## Exercise data
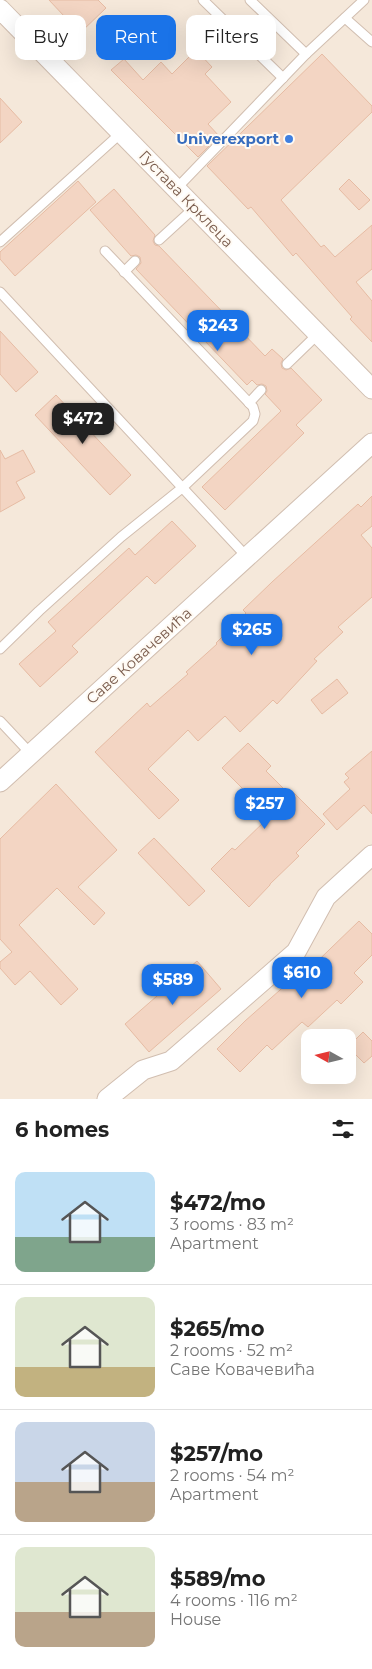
<!DOCTYPE html>
<meta charset="utf-8">
<style>
:root{--surface:#fff;--page:#f2f2f2;--text:#222;--muted:#767676;--line:#e0e0e0;--accent:#1a73e8}
body{margin:0;font-family:Montserrat,sans-serif;background:var(--page);color:var(--text);height:100vh;display:flex;flex-direction:column;font-size:19px;white-space:nowrap}
*{box-sizing:border-box;margin:0}
p{font-size:16px;color:var(--muted)}
.icon{flex:none;width:28px;height:28px;fill:none;stroke:currentColor;stroke-width:2;stroke-linecap:round;stroke-linejoin:round}
.map{position:relative;height:1099px;overflow:hidden}
.details{display:flex;flex-direction:column;background:var(--surface);flex:1}
.details>*{flex:none}
.guide{position:absolute;left:15px;top:15px;width:342px;height:45px;display:flex;gap:10px}
.needle{width:32px;rotate:278deg}
.controls{position:absolute;left:301px;top:1029px;display:grid;gap:10px}
.controls a{display:grid;place-items:center;width:55px;height:55px;border-radius:10px;background:var(--surface);box-shadow:0 5px 20px #0002;font-size:25px}
.price{position:absolute;translate:-50% -42px;padding:0 11px;border-radius:10px;background:var(--accent);color:#fff;font-size:16px;line-height:32px;filter:drop-shadow(0 1px 2px #0008)}
.price::after{content:'';position:absolute;left:50%;top:30px;width:15px;height:11px;margin-left:-8px;background:inherit;clip-path:polygon(0 0,100% 0,50% 100%)}
.price.on{background:#222;color:#fff}
ul{padding:0;list-style:none}
li{display:flex;align-items:center;gap:15px;height:125px;padding:0 15px}
li+li{border-top:1px solid var(--line)}
li span{display:grid;place-items:center;flex:none;width:140px;height:100px;border-radius:10px;color:#555}
li>.icon{margin-inline-start:auto}
span .icon{width:60px;height:60px;fill:#fffc;stroke-width:1}
li b{font-size:21px}
h2{display:flex;justify-content:space-between;align-items:center;height:60px;padding:0 15px;font-size:21px}
.pill{padding:0 18px;border-radius:10px;background:var(--surface);box-shadow:0 5px 20px #0002;font-size:18px;line-height:45px}
.pill.on{background:var(--accent);color:#fff}
.map>svg:first-child{display:block}
</style>
<div class="map">
<svg width="372" height="1099" viewBox="0 0 372 1099">
<rect width="100%" height="100%" fill="#fdf6ec"/>
<path fill="#f5e8da" fill-rule="evenodd" d="M0,0H372V1099H0ZM310,1038H348V1075H310Z"/>
<g fill="#f3d5c3" stroke="#e6bba3">
<path d="M49,0H98L106,8L80,33Z"/>
<path d="M196,50L212,67L205,74L231,102L208,124L219,136L198,157L111,70L124,59L143,80L161,62L172,74Z"/>
<path d="M322,54L372,106V112L281,200L321,247L324,245L335,257L372,225V269L356,282L372,301V342L350,319L352,317L296,253L293,256L251,207L248,209L207,166Z"/>
<path d="M0,98L22,122L0,143Z"/>
<path d="M349,179L370,200L359,210L339,189Z"/>
<path d="M78,181L96,202L15,276L0,259V252Z"/>
<path d="M114,189L155,235L153,241L155,245L159,246L265,356L272,349L283,359L281,363L282,368L286,370L291,368L322,400L296,425L304,433L225,510L202,487L281,411L265,394L267,391L266,386L262,384L257,385L252,380L247,385L136,269L141,263L140,257L136,255L131,256L90,210Z"/>
<path d="M0,331L38,372L16,392L0,374Z"/>
<path d="M56,395L131,475L110,495L35,415Z"/>
<path d="M0,450L5,459L23,450L35,472L16,482L25,498L0,512Z"/>
<path d="M372,496V526L361,535L372,548V597L338,627L343,632L314,659L317,661L277,704L273,700L240,732L225,716L198,741L188,730L148,769L179,800L159,819L95,752L147,703L150,707L188,674L186,672L217,644L216,643L246,613L243,610L272,582L358,504L361,507Z"/>
<path d="M172,521L196,546L155,584L147,576L72,646L78,652L40,687L19,664L56,631L48,622L129,548L135,555Z"/>
<path d="M337,679L348,693L322,714L311,700Z"/>
<path d="M248,743L271,766L266,771L290,795L293,792L325,824L296,853L299,856L270,884V885L249,907L211,869L232,848L235,850L268,818L258,808L260,806L222,768Z"/>
<path d="M372,751V814L364,805L337,830L323,814L350,789L344,782L349,778L345,774Z"/>
<path d="M56,784L117,850L78,887L105,913L94,925L57,888L19,925L78,989L61,1005L30,971L15,985L0,968V962L12,952L0,939V839Z"/>
<path d="M154,838L205,891L189,906L138,853Z"/>
<path d="M359,921L372,934V955L354,973L363,982L341,1004L337,1000L308,1027L302,1022L272,1050L267,1045L240,1072L217,1049L245,1021L297,975L300,978Z"/>
<path d="M197,961L221,989L149,1052L125,1024Z"/>
<path d="M363,1032L372,1041V1056L364,1063L348,1047Z"/>
</g>
<g fill="none" stroke-linecap="round" stroke-linejoin="round">
<defs>
<g id="lane">
<path d="M203,0L283,78"/>
<path d="M250,0L306,54"/>
<path d="M345,18L372,42"/>
<path d="M176,189L306,54L364,0"/>
<path d="M159,240L194,208"/>
<path d="M0,242L121,133"/>
<path d="M124,272L135,261"/>
<path d="M0,292L247,557"/>
<path d="M287,364L318,334"/>
<path d="M249,403L261,390"/>
<path d="M0,649L39,611L121,537L182,488L253,421L255,414L253,407L105,251"/>
<path d="M0,721L31,754"/>
</g>
<g id="street">
<path d="M0,9L372,389"/>
<path d="M0,782L372,443"/>
<path d="M107,1099L143,1070L171,1061L296,952L326,897L372,855"/>
</g>
</defs>
<use href="#lane" stroke="#d1beb0" stroke-width="11"/>
<use href="#street" stroke="#d1beb0" stroke-width="21"/>
<use href="#lane" stroke="#fff" stroke-width="9"/>
<use href="#street" stroke="#fff" stroke-width="19"/>
</g>
<circle fill="#3f7fe0" stroke="#fffaf3" stroke-width="2" cx="289" cy="139" r="5"/>
<g text-anchor="middle" stroke-width="4" stroke-linejoin="round" paint-order="stroke">
<g font-size="15" font-weight="bold" fill="#366cbe" stroke="#fffaf3" text-anchor="end">
<text x="279" y="144">Univerexport</text>
</g>
<g font-size="15" fill="#7a5c4d" stroke="#fffaf3">
<text transform="translate(186 199) rotate(46)" y="5">Густава Крклеца</text>
<text transform="translate(139 656) rotate(-42)" y="5">Саве Ковачевића</text>
</g>
</g>
</svg>
<div class="controls">
<a><svg class="needle" viewBox="-14 -14 28 28"><path d="M0-13l5 13h-10z" fill="#e53935"/><path d="M0 13l5-13h-10z" fill="#767676"/></svg></a>
</div>
<b class="price" style="left:218px;top:352px">$243</b>
<b class="price on" style="left:83px;top:445px">$472</b>
<b class="price" style="left:252px;top:656px">$265</b>
<b class="price" style="left:265px;top:830px">$257</b>
<b class="price" style="left:302px;top:999px">$610</b>
<b class="price" style="left:173px;top:1006px">$589</b>
<div class="guide">
<a class="pill">Buy</a>
<a class="pill on">Rent</a>
<a class="pill">Filters</a>
</div>
</div>
<section class="details">
<h2>6 homes<svg class="icon" aria-label="filters" viewBox="0 0 24 24"><path d="M4 7h16M4 17h16"/><circle cx="9" cy="7" r="2"/><circle cx="15" cy="17" r="2"/></svg></h2>
<ul>
<li><span style="background:linear-gradient(#bfe0f5 65%,#7fa58c 0)"><svg class="icon" aria-label="home" viewBox="0 0 24 24"><path d="M3 11l9-7 9 7M6 9v11h12V9"/></svg></span><div><b>$472/mo</b><p>3 rooms · 83 m²</p><p>Apartment</p></div></li>
<li><span style="background:linear-gradient(#dfe7d0 70%,#c2b280 0)"><svg class="icon" aria-label="home" viewBox="0 0 24 24"><path d="M3 11l9-7 9 7M6 9v11h12V9"/></svg></span><div><b>$265/mo</b><p>2 rooms · 52 m²</p><p>Саве Ковачевића</p></div></li>
<li><span style="background:linear-gradient(#c9d6e8 60%,#b9a48a 0)"><svg class="icon" aria-label="home" viewBox="0 0 24 24"><path d="M3 11l9-7 9 7M6 9v11h12V9"/></svg></span><div><b>$257/mo</b><p>2 rooms · 54 m²</p><p>Apartment</p></div></li>
<li><span style="background:linear-gradient(#dfe7d0 65%,#b9a48a 0)"><svg class="icon" aria-label="home" viewBox="0 0 24 24"><path d="M3 11l9-7 9 7M6 9v11h12V9"/></svg></span><div><b>$589/mo</b><p>4 rooms · 116 m²</p><p>House</p></div></li>
</ul>
</section>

## Problem to work on
Your reply should be one number: how many lines in this listing contain the string "radius".

## Solution below
4